On 03/02/2006, Mark McDougall wrote:
> Neil Morrison wrote:
>
>> I know everyone has their own idea about 'expanding' the Coco. I still
>> like the idea of an expansion interface, like the old Model I, that
>> sits under the monitor. I see a fast processor with a meg of ram and
>> all the I/O you want, HD, FD, maybe even a USB. It would connect to
>> the Coco via a cable and a connector in the ROMPak slot and would use
>> the Coco for keyboard, video, and cassette say, but would do all the
>> heavy processing. Good place to use a DMA and maybe a meg of ROM for
>> OS-9 or whatever.
>
> I really don't understand what you, or similar thinking persons, are
> trying  to achieve here?
>
> I can understand wanting to interface modern peripherals to the CoCo,
> such  as Compact Flash disks, USB mice/keyboards, VGA monitors, network
> cards etc.  That's all about convenience whilst still maintaining the
> underlying base  machine to run the original software.
>
> However, this talk about expanding the base design baffles me? When
> talking  about an 'expansion interface' with extra processing grunt to
> 'offload' to  etc - when does it stop being a CoCo? Taking it to a
> silly extreme to make a  point, how is your proposal any different from
> connecting a PC via the  serial port on the CoCo and calling *that* the
> 'expansion interface'? When  you start adding processors you're really
> not running a 'CoCo' any more -  regardless of how they're connected to
> the main unit. WHat's the point in  adding an enhanced GIME with extra
> video modes? I thought the whole idea was  to preserve the CoCo we all
> know and love?!?
>
> Don't get me wrong, I'm not criticizing - just trying to understand?!?
>
> Surely if you're going to ultimately be running 'non-CoCo' software
> then  you're better off starting with a clean slate and designing from
> scratch?

Begin pontification

It seems to me that there many out there, and frankly me included, who would
really have loved to have seen a CoCo4. That fabled next generation CoCo
that never happened because Fort Worth deemed it better to search for  the PC
Clone Eldorado and went bust doing it just like Commodre did.

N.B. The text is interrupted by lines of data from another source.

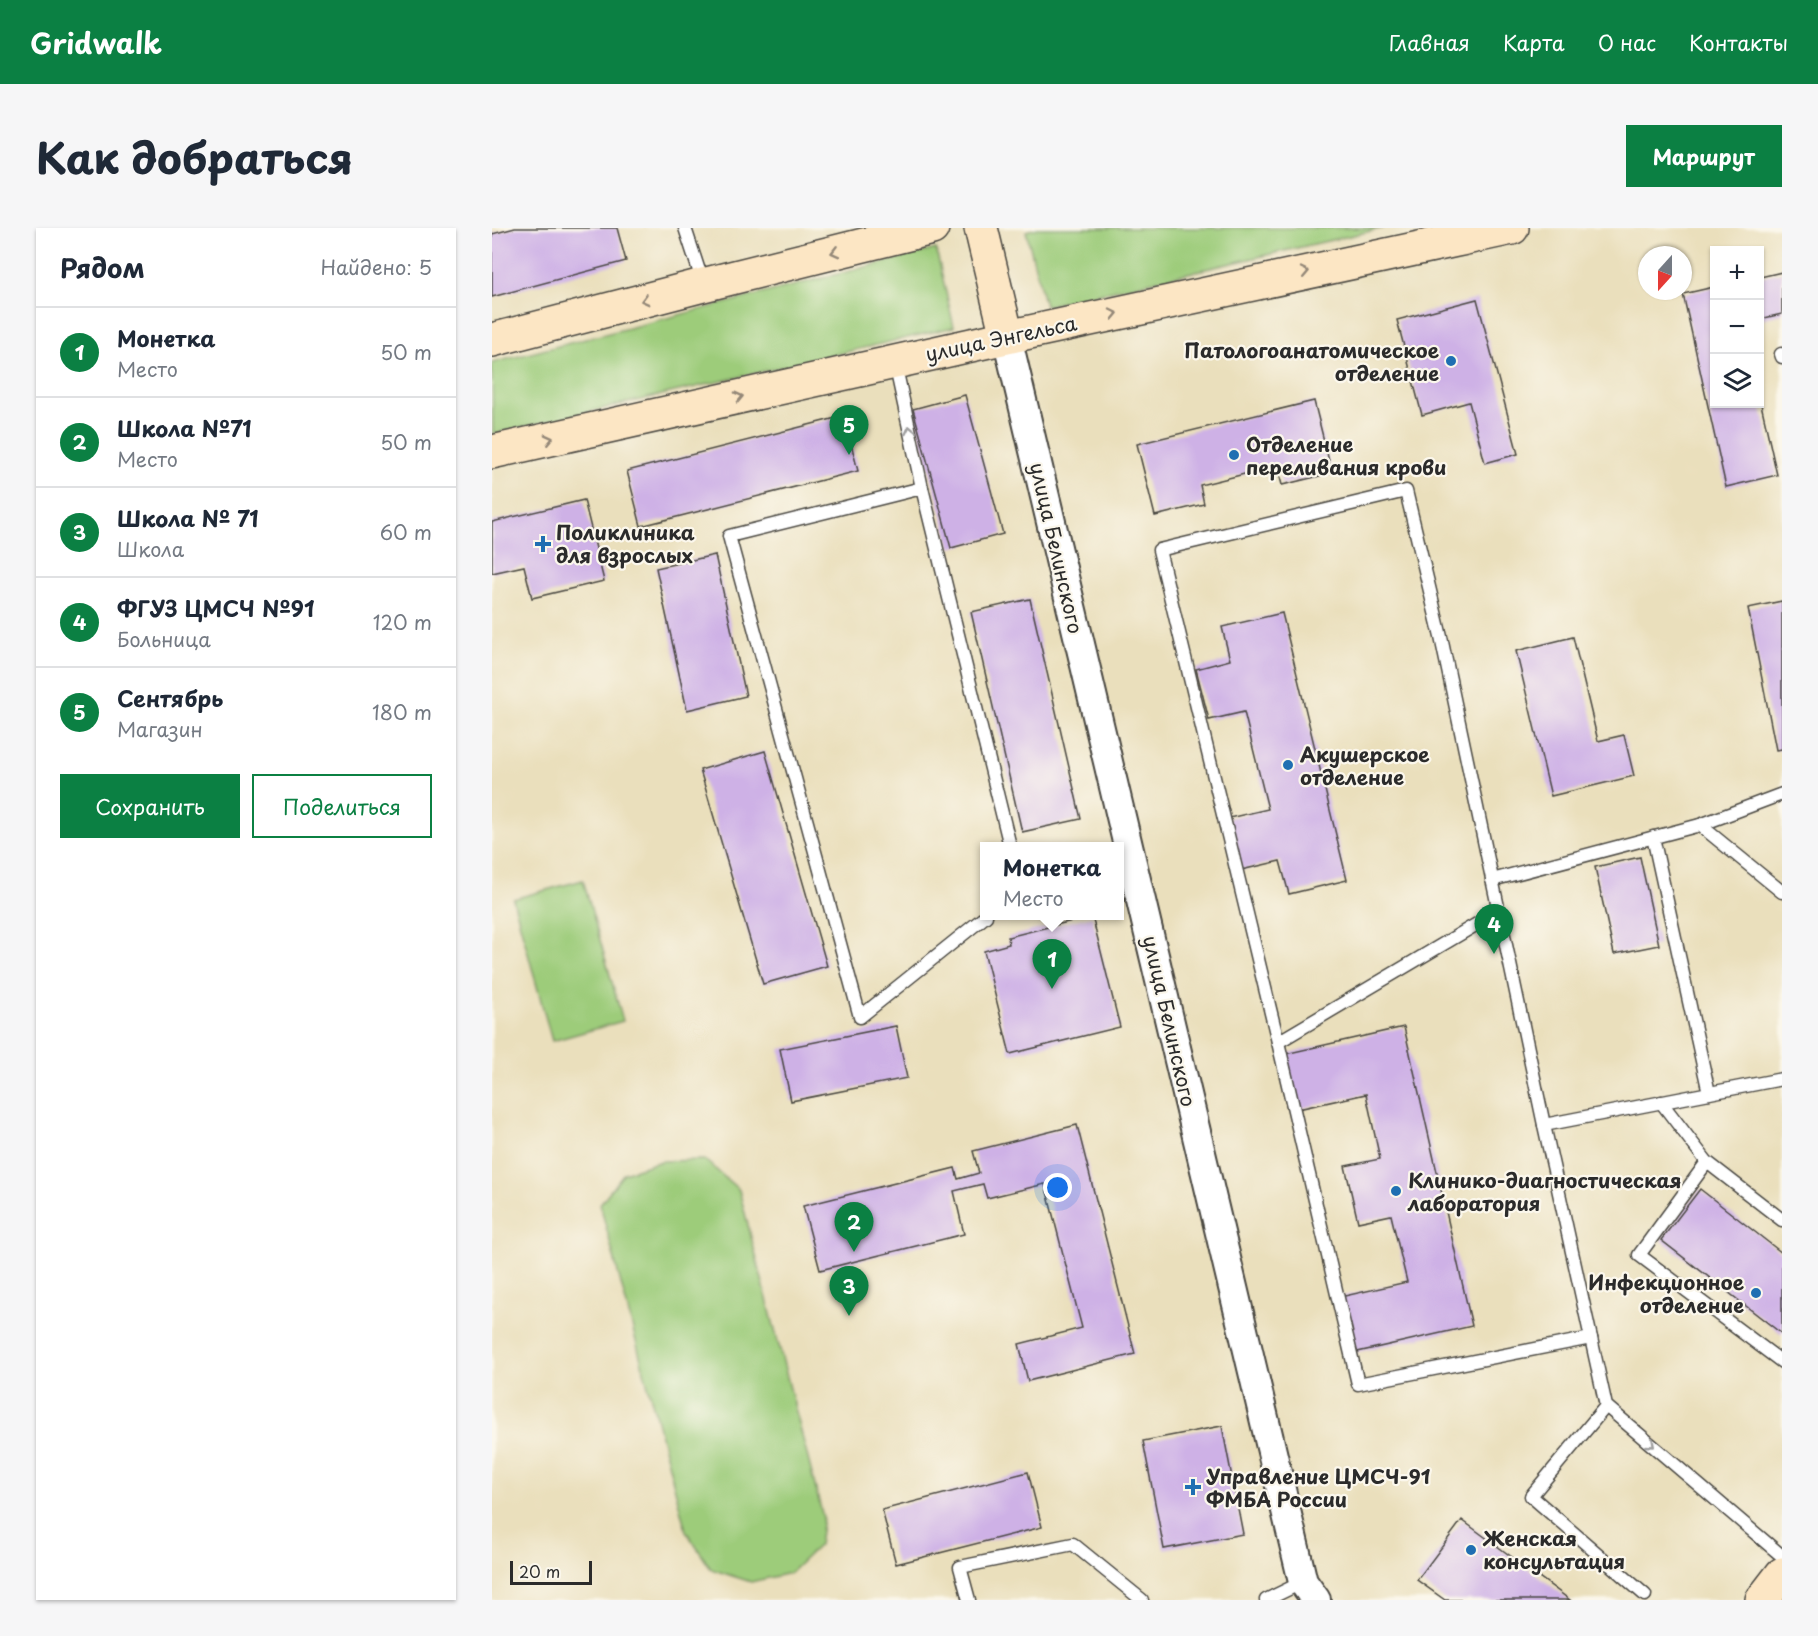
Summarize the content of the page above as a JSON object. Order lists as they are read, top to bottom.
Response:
{
  "streets": {
    "main road": ["улица Энгельса", "улица Белинского"]
  },
  "crossings": [
    ["улица Энгельса", "улица Белинского"]
  ],
  "places": {
    "other": [
      "Патологоанатомическое отделение",
      "Отделение переливания крови",
      "Акушерское отделение",
      "Клинико-диагностическая лаборатория",
      "Инфекционное отделение",
      "Женская консультация"
    ],
    "health": ["Поликлиника для взрослых", "Управление ЦМСЧ-91 ФМБА России"]
  },
  "scale_bar": "20 m",
  "north": "bottom",
  "page": {
    "header": "Gridwalk",
    "nav": [
      "Главная",
      "Карта",
      "О нас",
      "Контакты"
    ],
    "title": "Как добраться",
    "buttons": [
      "Маршрут",
      ["Сохранить", "Поделиться"]
    ],
    "heading": ["Рядом", "Найдено: 5"],
    "map_buttons": ["+", "−"],
    "list": [
      {
        "mark": "1",
        "name": "Монетка",
        "note": "Место",
        "value": "50 m"
      },
      {
        "mark": "2",
        "name": "Школа №71",
        "note": "Место",
        "value": "50 m"
      },
      {
        "mark": "3",
        "name": "Школа № 71",
        "note": "Школа",
        "value": "60 m"
      },
      {
        "mark": "4",
        "name": "ФГУЗ ЦМСЧ №91",
        "note": "Больница",
        "value": "120 m"
      },
      {
        "mark": "5",
        "name": "Сентябрь",
        "note": "Магазин",
        "value": "180 m"
      }
    ],
    "pins": [
      "5",
      "4",
      "1",
      "2",
      "3"
    ],
    "popup": ["Монетка", "Место"],
    "scale": "20 m"
  }
}
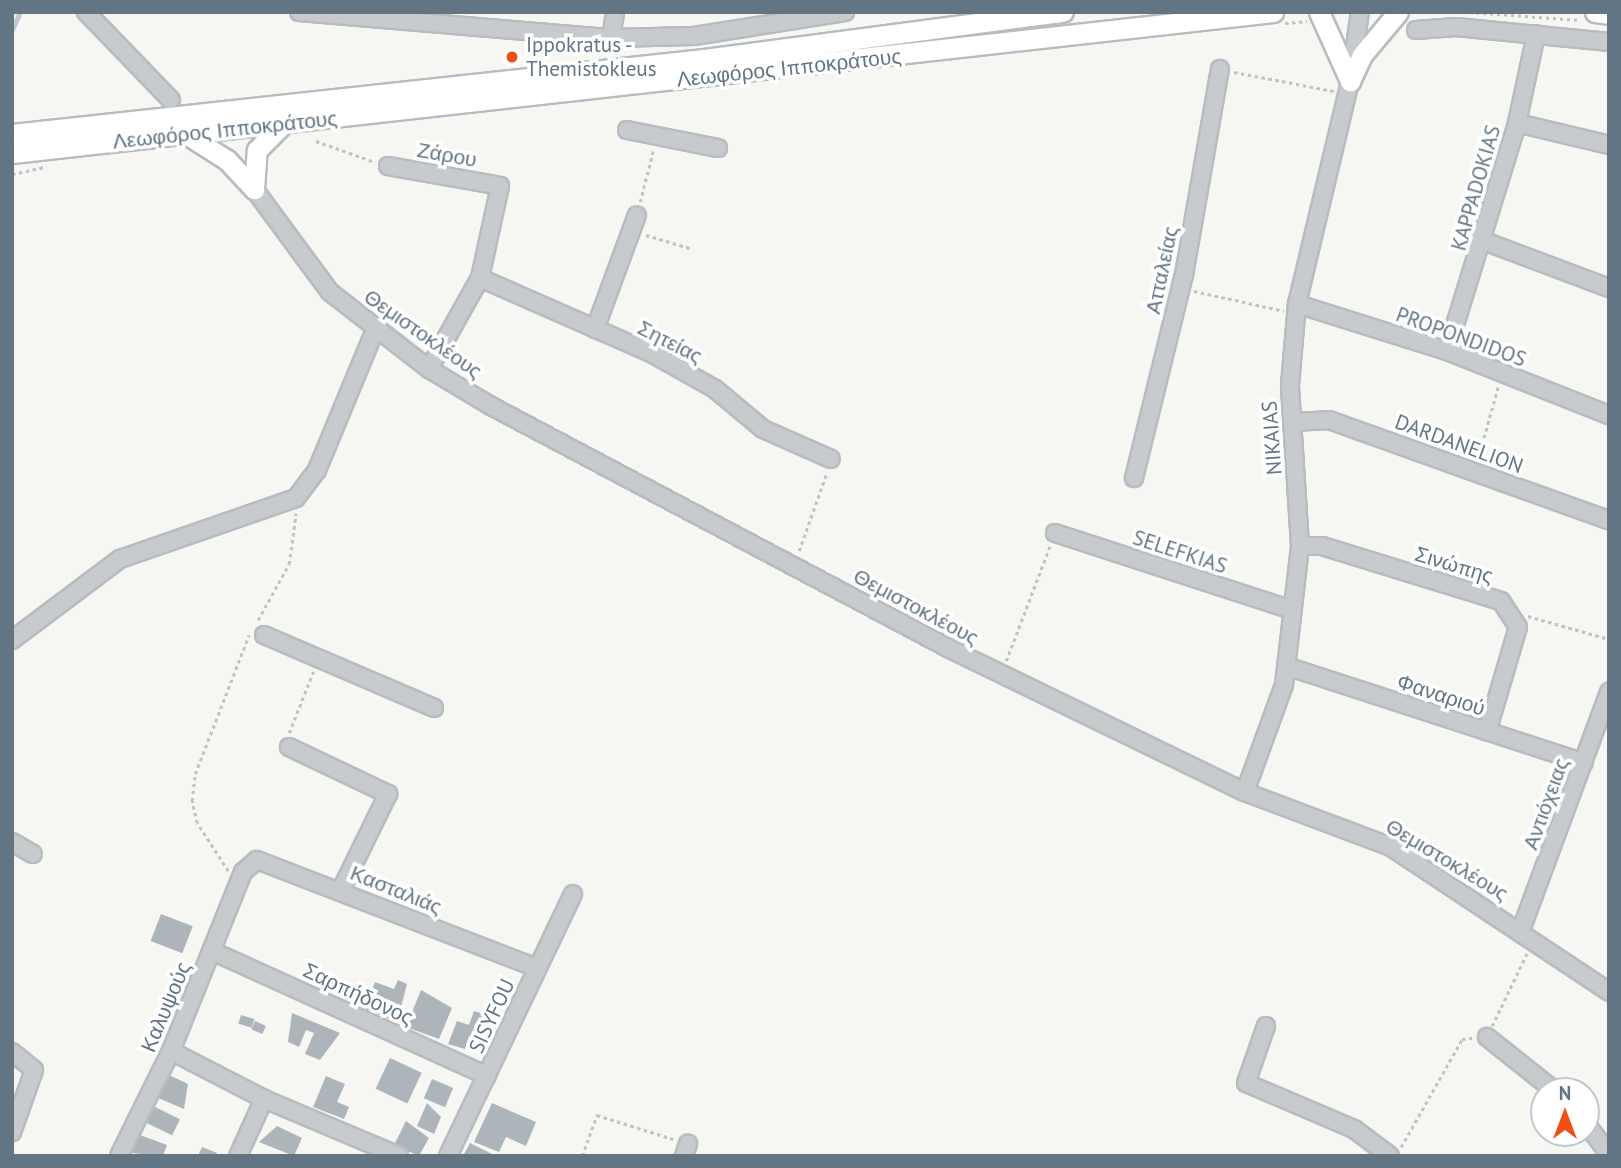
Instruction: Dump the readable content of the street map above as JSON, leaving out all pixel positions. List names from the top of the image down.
{
  "streets": {
    "main road": ["Λεωφόρος Ιπποκράτους"],
    "street": [
      "Ζάρου",
      "KAPPADOKIAS",
      "Ατταλείας",
      "Θεμιστοκλέους",
      "PROPONDIDOS",
      "Σητείας",
      "NIKAIAS",
      "DARDANELION",
      "SELEFKIAS",
      "Σινώπης",
      "Φαναριού",
      "Αντιόχειας",
      "Κασταλιάς",
      "Σαρπήδονος",
      "Καλυψούς",
      "SISYFOU"
    ]
  },
  "crossings": [
    ["Ζάρου", "Σητείας"],
    ["KAPPADOKIAS", "PROPONDIDOS"],
    ["Θεμιστοκλέους", "NIKAIAS"],
    ["Θεμιστοκλέους", "Αντιόχειας"],
    ["PROPONDIDOS", "NIKAIAS"],
    ["NIKAIAS", "DARDANELION"],
    ["NIKAIAS", "SELEFKIAS"],
    ["NIKAIAS", "Σινώπης"],
    ["NIKAIAS", "Φαναριού"],
    ["Φαναριού", "Αντιόχειας"],
    ["Κασταλιάς", "Καλυψούς"],
    ["Κασταλιάς", "SISYFOU"],
    ["Σαρπήδονος", "Καλυψούς"],
    ["Σαρπήδονος", "SISYFOU"]
  ],
  "places": ["Ippokratus - Themistokleus"],
  "north": "top"
}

I think others
are wanting to add more functionality to their CoCos so that they can
continue using a machine the mainstream world as long thought to be dead.
Pluggin in a USB flash RAM in place of hard-drives, floppy drives, and
cartridges really turns me on. Just think, all that functionality without that
clumsy, space wasting MPI.

I am amused at the aurgument by purist concerning not changing a thing.
While I totally understand what they are saying, that being any added
functinality or power will make it a non-CoCo, the thought comes to mind, that
goes like this, it either grows or it dies.BTW, I heard that same arguement from the Commodre Amiga crowd too. My
humble opion is to allow each to do what they want, it is a free country.
This reply is coming to you via Amikit, an Amiga emulator, running on a W2k
PC. It could have just as easily come from a Linux PC. My working CoCos and my trusty ole Amiga A4000 are sitting
right here next to me. The only reason I'm using the emulator is that my not
so trusty A2065 ethernet card crooked on me last month 8-(. Soooo I'll
probably have to change my tag line <sigh>.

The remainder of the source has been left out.